Task description
The entries that follow need to be retyped verbatim.

::: Records shown :::

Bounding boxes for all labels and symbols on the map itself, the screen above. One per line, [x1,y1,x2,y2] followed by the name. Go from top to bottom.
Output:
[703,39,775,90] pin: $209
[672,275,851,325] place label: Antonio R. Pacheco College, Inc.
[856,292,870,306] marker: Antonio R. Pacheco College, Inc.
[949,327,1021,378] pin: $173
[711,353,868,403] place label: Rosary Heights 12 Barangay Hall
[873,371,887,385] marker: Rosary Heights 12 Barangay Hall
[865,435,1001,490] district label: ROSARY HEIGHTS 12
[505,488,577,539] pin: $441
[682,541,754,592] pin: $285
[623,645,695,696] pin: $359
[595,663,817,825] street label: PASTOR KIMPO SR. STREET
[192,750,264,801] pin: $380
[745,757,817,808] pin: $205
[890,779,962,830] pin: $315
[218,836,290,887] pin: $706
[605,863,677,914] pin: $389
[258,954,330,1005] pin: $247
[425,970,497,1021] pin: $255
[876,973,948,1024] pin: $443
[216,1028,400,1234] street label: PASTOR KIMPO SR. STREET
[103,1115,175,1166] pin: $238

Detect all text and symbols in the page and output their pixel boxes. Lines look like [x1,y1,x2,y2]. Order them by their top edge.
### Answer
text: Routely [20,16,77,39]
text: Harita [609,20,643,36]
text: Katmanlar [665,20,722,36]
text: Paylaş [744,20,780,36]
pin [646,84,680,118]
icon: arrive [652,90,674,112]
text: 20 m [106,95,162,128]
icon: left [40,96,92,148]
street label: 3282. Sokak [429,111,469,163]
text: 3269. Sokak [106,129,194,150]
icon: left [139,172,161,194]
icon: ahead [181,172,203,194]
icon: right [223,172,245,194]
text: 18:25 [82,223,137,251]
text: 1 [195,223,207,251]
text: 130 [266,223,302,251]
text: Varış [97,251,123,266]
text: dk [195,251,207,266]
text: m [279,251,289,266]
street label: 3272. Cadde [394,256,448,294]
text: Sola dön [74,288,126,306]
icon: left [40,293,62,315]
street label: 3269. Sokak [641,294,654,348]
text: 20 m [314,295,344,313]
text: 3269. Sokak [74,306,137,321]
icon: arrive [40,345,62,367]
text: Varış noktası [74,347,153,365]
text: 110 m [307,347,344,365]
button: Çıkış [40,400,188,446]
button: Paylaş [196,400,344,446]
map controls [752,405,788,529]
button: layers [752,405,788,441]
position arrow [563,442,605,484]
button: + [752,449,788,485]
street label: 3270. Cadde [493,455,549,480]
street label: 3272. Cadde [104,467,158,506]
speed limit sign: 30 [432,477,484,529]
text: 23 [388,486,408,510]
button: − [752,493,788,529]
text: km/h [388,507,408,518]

:::

Solution to this task
Bounding boxes for all labels and symbols on the map itself, the screen above. One per line, [x1,y1,x2,y2] followed by the name. Go from top to bottom.
Output:
[703,39,775,90] pin: $209
[672,275,851,325] place label: Antonio R. Pacheco College, Inc.
[856,292,870,306] marker: Antonio R. Pacheco College, Inc.
[949,327,1021,378] pin: $173
[711,353,868,403] place label: Rosary Heights 12 Barangay Hall
[873,371,887,385] marker: Rosary Heights 12 Barangay Hall
[865,435,1001,490] district label: ROSARY HEIGHTS 12
[505,488,577,539] pin: $441
[682,541,754,592] pin: $285
[623,645,695,696] pin: $359
[595,663,817,825] street label: PASTOR KIMPO SR. STREET
[192,750,264,801] pin: $380
[745,757,817,808] pin: $205
[890,779,962,830] pin: $315
[218,836,290,887] pin: $706
[605,863,677,914] pin: $389
[258,954,330,1005] pin: $247
[425,970,497,1021] pin: $255
[876,973,948,1024] pin: $443
[216,1028,400,1234] street label: PASTOR KIMPO SR. STREET
[103,1115,175,1166] pin: $238

Detect all text and symbols in the page and output their pixel boxes. Lines look like [x1,y1,x2,y2]. Order them by their top edge.
### Answer
text: Routely [20,16,77,39]
text: Harita [609,20,643,36]
text: Katmanlar [665,20,722,36]
text: Paylaş [744,20,780,36]
pin [646,84,680,118]
icon: arrive [652,90,674,112]
text: 20 m [106,95,162,128]
icon: left [40,96,92,148]
street label: 3282. Sokak [429,111,469,163]
text: 3269. Sokak [106,129,194,150]
icon: left [139,172,161,194]
icon: ahead [181,172,203,194]
icon: right [223,172,245,194]
text: 18:25 [82,223,137,251]
text: 1 [195,223,207,251]
text: 130 [266,223,302,251]
text: Varış [97,251,123,266]
text: dk [195,251,207,266]
text: m [279,251,289,266]
street label: 3272. Cadde [394,256,448,294]
text: Sola dön [74,288,126,306]
icon: left [40,293,62,315]
street label: 3269. Sokak [641,294,654,348]
text: 20 m [314,295,344,313]
text: 3269. Sokak [74,306,137,321]
icon: arrive [40,345,62,367]
text: Varış noktası [74,347,153,365]
text: 110 m [307,347,344,365]
button: Çıkış [40,400,188,446]
button: Paylaş [196,400,344,446]
map controls [752,405,788,529]
button: layers [752,405,788,441]
position arrow [563,442,605,484]
button: + [752,449,788,485]
street label: 3270. Cadde [493,455,549,480]
street label: 3272. Cadde [104,467,158,506]
speed limit sign: 30 [432,477,484,529]
text: 23 [388,486,408,510]
button: − [752,493,788,529]
text: km/h [388,507,408,518]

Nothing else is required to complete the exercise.